Manage emergency calling policies in Microsoft Teams

If your organization uses Microsoft Calling Plans, Operator Connect, Teams Phone Mobile, or Direct Routing as your PSTN connectivity option, you can use emergency calling policies in Microsoft Teams to define what happens when a Teams user in your organization makes an emergency call.

You can set who to notify and how they are notified when a user who is assigned the policy calls emergency services. For example, you can configure policy settings to automatically notify your organization's security desk and have them listen in emergency calls.

You manage emergency calling policies by going to Voice > Emergency policies in the Microsoft Teams admin center or by using Windows PowerShell. The policies can be assigned to users and network sites.

For users, you can use the global (Org-wide default) policy or create and assign custom policies. Users will automatically get the global policy unless you create and assign a custom policy. Keep in mind that you can edit the settings in the global policy but you can't rename or delete it. For network sites, you create and assign custom policies.

If you assigned an emergency calling policy to a network site and to a user and if that user is at that network site, the policy that's assigned to the network site overrides the policy that's assigned to the user.

Create a custom emergency calling policy

Using the Microsoft Teams admin center

  1. In the left navigation of the Microsoft Teams admin center, go to Voice > Emergency policies, and then click the Calling policies tab.

  2. Click Add.

  3. Enter a name and description for the policy.

  4. Set the External location lookup mode to on to allow your end users to configure their emergency address when they are working from a network location outside the corporate network.

  5. Set how you want to notify people in your organization, typically the security desk, when an emergency call is made. To do this, under Notification mode, select one of the following:

    • Send notification only: A Teams chat message is sent to the users and groups that you specify.
    • Conferenced in but are muted: A Teams chat message is sent to the users and groups that you specify and they can listen (but not participate) in the conversation between the caller and the PSAP operator.
    • Conferenced in and are unmuted: A Teams chat message is sent to the users and groups that you specify and they can unmute to listen and participate in the conversation between the caller and the PSAP operator.
  6. Set the Emergency service disclaimer to show a banner to remind your end users to confirm their emergency location.

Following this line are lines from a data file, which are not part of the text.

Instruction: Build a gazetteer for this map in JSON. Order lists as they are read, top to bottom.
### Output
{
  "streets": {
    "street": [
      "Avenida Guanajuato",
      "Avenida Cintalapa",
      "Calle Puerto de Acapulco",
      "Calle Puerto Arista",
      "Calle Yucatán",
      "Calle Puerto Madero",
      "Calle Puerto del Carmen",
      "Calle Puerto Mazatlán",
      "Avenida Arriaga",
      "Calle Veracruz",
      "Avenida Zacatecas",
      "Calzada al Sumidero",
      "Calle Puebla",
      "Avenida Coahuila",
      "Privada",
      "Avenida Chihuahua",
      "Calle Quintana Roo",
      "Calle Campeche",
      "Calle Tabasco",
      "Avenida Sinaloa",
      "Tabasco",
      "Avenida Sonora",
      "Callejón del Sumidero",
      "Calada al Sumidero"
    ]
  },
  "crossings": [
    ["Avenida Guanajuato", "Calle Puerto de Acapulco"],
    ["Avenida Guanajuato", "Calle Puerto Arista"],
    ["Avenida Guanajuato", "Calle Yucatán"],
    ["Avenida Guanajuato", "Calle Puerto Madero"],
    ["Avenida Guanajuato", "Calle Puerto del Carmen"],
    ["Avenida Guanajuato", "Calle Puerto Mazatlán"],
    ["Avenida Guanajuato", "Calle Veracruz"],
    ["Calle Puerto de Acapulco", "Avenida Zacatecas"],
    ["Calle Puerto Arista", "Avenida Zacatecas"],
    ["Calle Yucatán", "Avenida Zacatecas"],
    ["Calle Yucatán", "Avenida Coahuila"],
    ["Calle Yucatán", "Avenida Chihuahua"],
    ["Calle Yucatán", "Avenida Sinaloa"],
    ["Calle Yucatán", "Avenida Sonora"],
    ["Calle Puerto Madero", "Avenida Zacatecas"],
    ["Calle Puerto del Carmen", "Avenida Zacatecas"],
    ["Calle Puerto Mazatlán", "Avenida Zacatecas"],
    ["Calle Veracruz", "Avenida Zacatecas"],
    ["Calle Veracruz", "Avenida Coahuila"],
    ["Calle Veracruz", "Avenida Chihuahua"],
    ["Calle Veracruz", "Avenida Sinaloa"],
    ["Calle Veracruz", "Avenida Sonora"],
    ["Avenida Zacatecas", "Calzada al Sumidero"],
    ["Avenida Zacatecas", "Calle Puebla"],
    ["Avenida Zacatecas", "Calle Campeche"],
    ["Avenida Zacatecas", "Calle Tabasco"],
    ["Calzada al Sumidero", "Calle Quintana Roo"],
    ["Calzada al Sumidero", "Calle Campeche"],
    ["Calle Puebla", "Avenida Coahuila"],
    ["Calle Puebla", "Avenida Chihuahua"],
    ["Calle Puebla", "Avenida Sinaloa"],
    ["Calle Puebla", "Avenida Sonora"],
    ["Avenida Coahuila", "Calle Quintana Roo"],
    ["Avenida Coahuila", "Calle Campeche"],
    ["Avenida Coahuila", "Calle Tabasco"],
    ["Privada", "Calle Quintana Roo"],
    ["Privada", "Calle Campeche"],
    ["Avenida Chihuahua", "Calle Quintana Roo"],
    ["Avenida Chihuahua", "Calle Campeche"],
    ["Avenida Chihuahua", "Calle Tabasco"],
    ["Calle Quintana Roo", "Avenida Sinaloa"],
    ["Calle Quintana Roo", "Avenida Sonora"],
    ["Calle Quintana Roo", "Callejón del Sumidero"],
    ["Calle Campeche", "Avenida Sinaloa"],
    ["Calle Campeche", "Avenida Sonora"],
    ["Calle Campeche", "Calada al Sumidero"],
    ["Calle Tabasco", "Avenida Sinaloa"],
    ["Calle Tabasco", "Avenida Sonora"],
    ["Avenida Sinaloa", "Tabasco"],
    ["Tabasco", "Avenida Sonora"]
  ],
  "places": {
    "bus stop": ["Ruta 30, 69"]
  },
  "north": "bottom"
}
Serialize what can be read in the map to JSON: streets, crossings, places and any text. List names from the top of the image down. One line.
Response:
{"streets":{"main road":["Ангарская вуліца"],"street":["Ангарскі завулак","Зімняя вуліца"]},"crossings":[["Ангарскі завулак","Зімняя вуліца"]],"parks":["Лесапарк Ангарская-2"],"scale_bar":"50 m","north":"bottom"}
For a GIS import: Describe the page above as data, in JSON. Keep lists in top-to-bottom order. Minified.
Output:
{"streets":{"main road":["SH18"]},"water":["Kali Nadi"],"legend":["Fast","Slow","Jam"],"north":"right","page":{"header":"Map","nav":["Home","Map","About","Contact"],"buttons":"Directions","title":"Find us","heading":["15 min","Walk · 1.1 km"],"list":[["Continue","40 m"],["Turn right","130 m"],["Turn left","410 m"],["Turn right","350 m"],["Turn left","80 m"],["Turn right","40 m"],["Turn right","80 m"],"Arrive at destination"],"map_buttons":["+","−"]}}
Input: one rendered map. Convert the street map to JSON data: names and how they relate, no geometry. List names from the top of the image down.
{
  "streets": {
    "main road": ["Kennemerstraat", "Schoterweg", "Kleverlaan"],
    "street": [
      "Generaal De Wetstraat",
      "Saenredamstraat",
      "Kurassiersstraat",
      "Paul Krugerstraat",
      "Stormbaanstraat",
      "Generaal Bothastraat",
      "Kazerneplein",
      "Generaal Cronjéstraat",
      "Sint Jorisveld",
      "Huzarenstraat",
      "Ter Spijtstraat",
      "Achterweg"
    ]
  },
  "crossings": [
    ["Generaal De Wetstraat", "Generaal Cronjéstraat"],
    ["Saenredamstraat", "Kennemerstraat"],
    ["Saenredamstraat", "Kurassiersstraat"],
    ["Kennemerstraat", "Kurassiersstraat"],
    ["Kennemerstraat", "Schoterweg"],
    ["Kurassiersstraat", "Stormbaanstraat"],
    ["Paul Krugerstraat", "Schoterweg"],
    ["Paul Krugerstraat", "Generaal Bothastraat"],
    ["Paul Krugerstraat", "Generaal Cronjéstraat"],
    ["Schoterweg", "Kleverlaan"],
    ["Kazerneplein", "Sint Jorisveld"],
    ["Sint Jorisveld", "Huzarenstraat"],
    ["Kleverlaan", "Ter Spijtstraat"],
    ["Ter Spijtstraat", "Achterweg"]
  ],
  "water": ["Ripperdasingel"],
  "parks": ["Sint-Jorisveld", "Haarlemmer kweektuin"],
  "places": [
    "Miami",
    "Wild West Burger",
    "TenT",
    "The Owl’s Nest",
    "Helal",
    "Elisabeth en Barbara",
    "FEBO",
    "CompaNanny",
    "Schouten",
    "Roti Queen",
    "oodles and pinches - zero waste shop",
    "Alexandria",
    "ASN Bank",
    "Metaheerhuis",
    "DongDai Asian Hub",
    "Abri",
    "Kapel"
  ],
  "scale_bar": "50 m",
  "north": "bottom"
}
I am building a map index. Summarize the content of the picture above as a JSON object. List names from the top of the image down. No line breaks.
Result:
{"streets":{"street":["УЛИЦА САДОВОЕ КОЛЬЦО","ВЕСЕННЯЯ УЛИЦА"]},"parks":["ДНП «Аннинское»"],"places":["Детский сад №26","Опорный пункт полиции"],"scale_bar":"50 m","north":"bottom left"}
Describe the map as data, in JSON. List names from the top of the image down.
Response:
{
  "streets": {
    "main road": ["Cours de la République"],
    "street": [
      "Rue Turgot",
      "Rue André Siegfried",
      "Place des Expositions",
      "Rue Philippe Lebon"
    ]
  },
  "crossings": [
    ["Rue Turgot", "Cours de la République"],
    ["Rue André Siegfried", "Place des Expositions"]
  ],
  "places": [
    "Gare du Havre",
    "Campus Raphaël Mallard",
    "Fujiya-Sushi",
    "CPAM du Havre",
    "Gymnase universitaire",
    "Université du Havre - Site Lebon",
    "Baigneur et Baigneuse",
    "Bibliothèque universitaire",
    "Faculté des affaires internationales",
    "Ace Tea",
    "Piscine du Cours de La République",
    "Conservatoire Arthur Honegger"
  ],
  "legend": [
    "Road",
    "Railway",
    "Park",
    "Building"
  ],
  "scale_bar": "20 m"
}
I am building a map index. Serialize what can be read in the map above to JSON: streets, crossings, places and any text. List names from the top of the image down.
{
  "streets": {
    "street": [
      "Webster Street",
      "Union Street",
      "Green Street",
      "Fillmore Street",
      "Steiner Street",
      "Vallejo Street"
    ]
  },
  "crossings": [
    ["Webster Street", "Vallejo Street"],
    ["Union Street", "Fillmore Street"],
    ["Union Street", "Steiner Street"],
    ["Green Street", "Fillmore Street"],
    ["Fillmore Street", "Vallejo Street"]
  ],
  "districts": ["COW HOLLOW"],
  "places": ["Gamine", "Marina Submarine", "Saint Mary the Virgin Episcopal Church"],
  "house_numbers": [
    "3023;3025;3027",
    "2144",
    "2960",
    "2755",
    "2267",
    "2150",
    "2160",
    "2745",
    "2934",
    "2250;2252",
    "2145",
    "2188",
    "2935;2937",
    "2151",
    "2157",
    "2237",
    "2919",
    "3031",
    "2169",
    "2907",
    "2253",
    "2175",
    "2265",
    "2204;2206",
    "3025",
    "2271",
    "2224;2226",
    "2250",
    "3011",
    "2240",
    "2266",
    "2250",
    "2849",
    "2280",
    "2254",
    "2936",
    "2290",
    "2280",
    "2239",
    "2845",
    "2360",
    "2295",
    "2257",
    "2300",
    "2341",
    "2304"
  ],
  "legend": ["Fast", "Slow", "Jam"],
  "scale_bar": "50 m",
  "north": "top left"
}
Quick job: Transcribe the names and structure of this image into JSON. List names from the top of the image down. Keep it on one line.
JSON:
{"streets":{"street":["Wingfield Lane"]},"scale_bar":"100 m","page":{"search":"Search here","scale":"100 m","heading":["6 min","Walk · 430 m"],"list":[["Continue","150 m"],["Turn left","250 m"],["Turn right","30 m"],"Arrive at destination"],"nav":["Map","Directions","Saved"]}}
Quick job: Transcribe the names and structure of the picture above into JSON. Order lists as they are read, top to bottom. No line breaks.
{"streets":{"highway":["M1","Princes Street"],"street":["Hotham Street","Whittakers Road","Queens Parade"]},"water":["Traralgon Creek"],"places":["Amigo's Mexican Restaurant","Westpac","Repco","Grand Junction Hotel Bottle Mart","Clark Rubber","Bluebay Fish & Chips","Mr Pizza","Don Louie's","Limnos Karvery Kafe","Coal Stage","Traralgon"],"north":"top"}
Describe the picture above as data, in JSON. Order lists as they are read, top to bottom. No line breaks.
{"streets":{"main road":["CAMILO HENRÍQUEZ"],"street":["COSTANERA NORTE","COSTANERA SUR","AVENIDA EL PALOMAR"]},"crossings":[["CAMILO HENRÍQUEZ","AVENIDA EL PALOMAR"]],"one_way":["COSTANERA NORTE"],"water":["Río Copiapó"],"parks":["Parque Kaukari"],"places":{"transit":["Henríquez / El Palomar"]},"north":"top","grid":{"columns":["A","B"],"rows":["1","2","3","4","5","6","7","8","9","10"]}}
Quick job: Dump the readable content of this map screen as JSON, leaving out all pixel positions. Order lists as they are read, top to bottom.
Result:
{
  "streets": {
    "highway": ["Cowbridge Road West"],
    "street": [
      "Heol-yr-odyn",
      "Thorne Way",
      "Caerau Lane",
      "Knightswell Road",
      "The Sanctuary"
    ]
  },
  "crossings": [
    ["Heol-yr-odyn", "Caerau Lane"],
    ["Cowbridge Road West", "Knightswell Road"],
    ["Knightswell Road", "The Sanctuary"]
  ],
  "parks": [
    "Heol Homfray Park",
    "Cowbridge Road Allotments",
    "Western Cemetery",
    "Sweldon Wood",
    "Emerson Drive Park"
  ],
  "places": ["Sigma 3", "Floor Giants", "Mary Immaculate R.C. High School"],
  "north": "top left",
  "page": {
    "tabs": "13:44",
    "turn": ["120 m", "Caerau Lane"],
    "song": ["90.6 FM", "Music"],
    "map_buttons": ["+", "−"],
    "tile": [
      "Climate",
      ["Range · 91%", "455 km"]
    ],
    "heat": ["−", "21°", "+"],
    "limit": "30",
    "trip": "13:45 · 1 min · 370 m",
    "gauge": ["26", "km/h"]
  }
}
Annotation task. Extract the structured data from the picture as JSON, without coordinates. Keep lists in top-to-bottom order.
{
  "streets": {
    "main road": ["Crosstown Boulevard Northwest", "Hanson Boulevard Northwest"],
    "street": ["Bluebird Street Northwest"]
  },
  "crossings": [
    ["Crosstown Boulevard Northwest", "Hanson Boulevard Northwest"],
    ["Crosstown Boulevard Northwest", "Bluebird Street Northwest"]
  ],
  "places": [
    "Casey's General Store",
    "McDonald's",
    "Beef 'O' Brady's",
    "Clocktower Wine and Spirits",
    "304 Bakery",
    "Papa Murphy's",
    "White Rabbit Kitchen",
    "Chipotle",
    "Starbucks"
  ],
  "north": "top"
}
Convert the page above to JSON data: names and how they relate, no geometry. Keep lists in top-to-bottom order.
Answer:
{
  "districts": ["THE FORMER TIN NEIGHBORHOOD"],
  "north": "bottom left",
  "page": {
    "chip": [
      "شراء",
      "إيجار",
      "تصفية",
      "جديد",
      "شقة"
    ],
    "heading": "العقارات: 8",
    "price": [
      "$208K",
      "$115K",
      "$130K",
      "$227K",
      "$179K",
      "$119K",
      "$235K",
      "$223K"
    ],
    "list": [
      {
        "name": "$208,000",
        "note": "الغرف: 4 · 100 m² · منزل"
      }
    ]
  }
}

  7. If you selected either of the Conference in muted notification modes, in the Numbers to dial for emergency calls notifications box, you can enter a PSTN phone number of a user or group to call and join the emergency call. For example, enter the number of your organization's security desk, who will receive a call when an emergency call is made and can then listen in on the call. The PSTN phone cannot be unmuted even when the mode is set to Conferenced in muted but are able to unmute.

  8. Set who you want to notify when an emergency call is made, for example your security desk personnel. You can define a list of users, distribution groups, or security groups. A maximum of 50 users can be notified.

  9. Click Apply.

Using PowerShell

See New-CsTeamsEmergencyCallingPolicy.

Edit an emergency calling policy

Using the Microsoft Teams admin center

You can edit the global policy or any custom policies that you create.

  1. In the left navigation of the Microsoft Teams admin center, go to Voice > Emergency policies, and then click the Calling policies tab.
  2. Select the policy by clicking to the left of the policy name, and then click Edit.
  3. Make the changes that you want, and then click Apply.

Using PowerShell

See Set-CsTeamsEmergencyCallingPolicy.

Assign a custom emergency calling policy to users

You can assign a policy directly to users, either individually or at scale through a batch assignment (if supported for the policy type), or to a group that the users are members of (if supported for the policy type).

To learn about the different ways that you can assign policies to users, see Assign policies to your users in Teams.

See also Grant-CsTeamsEmergencyCallingPolicy.

Assign a custom emergency calling policy to a network site

Using the Microsoft Teams admin center

You can assign the global policy or any custom policies that you create.

  1. In the left navigation of the Microsoft Teams admin center, go to Locations > Network topology, and click the Network sites tab.
  2. Select the site by clicking to the left of the name, and then click Edit.
  3. Under Emergency calling policy, select the policy, and then click Save.

Using PowerShell

Use the Set-CsTenantNetworkSite cmdlet to assign an emergency calling policy to a network site.

The following example shows how to assign a policy called Contoso Emergency Calling Policy 1 to the Site1 site.

Set-CsTenantNetworkSite -identity "site1" -EmergencyCallingPolicy "Contoso Emergency Calling Policy 1"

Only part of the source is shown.